DRUPAD MELA

Varanasi is known for its music schools and musical performances and the height of the music season is the Drupad Mela, this week, when free concerts are put on under large tents on the bank of the Ganges. Susie and Todd attended a concert last night but I was too knocked out by food poisoning to go.
But on Monday and Tuesday there were a couple of concerts next door to our guest house which were marvelous. The first was in the Ganges River View, an old style hotel two doors down which I recommend to anyone visiting Varanasi for a few days. It is in the former spacious family home of the present owner who loves art and music. The main dining room is lined with miniature paintings and other beautiful artifacts. This room becomes a concert hall several times a year and on Monday we were invited to a concert. Most of the audience sits crosslegged on the carpet covered floor but I and Susie were there in time to get a chair. I can no longer sit crosslegged on the floor.
The concert was by a Japanese musician who had mastered an instrument on which he tapped with little hammers accomapanied by a sitar player. The concert was peaceful and delightful.
The next night we went to a rooftop concert on the roof of the Alice Bonner House, next door to our guest house. Todd, who was recovering from something that had knocked him out a little was able to listen from our rooftop and to watch the concert if he leaned over.
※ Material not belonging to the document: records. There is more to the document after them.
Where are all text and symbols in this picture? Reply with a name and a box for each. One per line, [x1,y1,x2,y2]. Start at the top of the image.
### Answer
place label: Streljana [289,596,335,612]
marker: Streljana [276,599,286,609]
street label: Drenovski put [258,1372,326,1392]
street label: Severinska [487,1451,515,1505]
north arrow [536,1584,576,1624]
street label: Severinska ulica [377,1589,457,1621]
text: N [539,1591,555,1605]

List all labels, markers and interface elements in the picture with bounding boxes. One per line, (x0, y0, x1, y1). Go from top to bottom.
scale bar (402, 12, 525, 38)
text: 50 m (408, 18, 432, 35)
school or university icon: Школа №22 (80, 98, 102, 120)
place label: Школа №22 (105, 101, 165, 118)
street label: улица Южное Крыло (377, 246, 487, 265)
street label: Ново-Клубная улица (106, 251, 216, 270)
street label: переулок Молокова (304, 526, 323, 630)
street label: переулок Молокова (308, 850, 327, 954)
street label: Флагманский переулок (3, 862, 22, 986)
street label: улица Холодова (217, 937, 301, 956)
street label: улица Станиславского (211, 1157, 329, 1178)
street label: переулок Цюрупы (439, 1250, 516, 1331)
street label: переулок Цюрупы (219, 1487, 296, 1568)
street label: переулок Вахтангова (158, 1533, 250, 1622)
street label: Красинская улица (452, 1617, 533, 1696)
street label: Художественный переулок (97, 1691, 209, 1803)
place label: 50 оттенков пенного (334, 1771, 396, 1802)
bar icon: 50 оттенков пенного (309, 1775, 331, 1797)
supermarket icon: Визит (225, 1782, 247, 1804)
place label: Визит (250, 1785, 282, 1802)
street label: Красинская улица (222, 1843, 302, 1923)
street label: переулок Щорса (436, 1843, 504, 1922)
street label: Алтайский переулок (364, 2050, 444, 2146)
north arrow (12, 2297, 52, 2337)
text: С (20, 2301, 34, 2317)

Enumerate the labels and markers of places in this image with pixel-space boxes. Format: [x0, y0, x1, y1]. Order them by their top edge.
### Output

This concert was a combination of classical Indian sitar music accompanied by a tabla with a band from Bangalore, South Indian, who added and electric guitar and and an electric banjo to what was very Indian music, riff after riff with the sitar and then the electric banjo taking turns.

Alice Bonner was a rich Swiss lady who fell in love with India and lived here from the 1920’s to 1978. She was instrumental in bringing Ravi Shankar and Indian music to Europe. Her three story house with an inner atrium filled with plants if fun to visit and the electronic concert, again, was beautiful, although extremely loud, covering up the sounds to racket coming from the the ghats.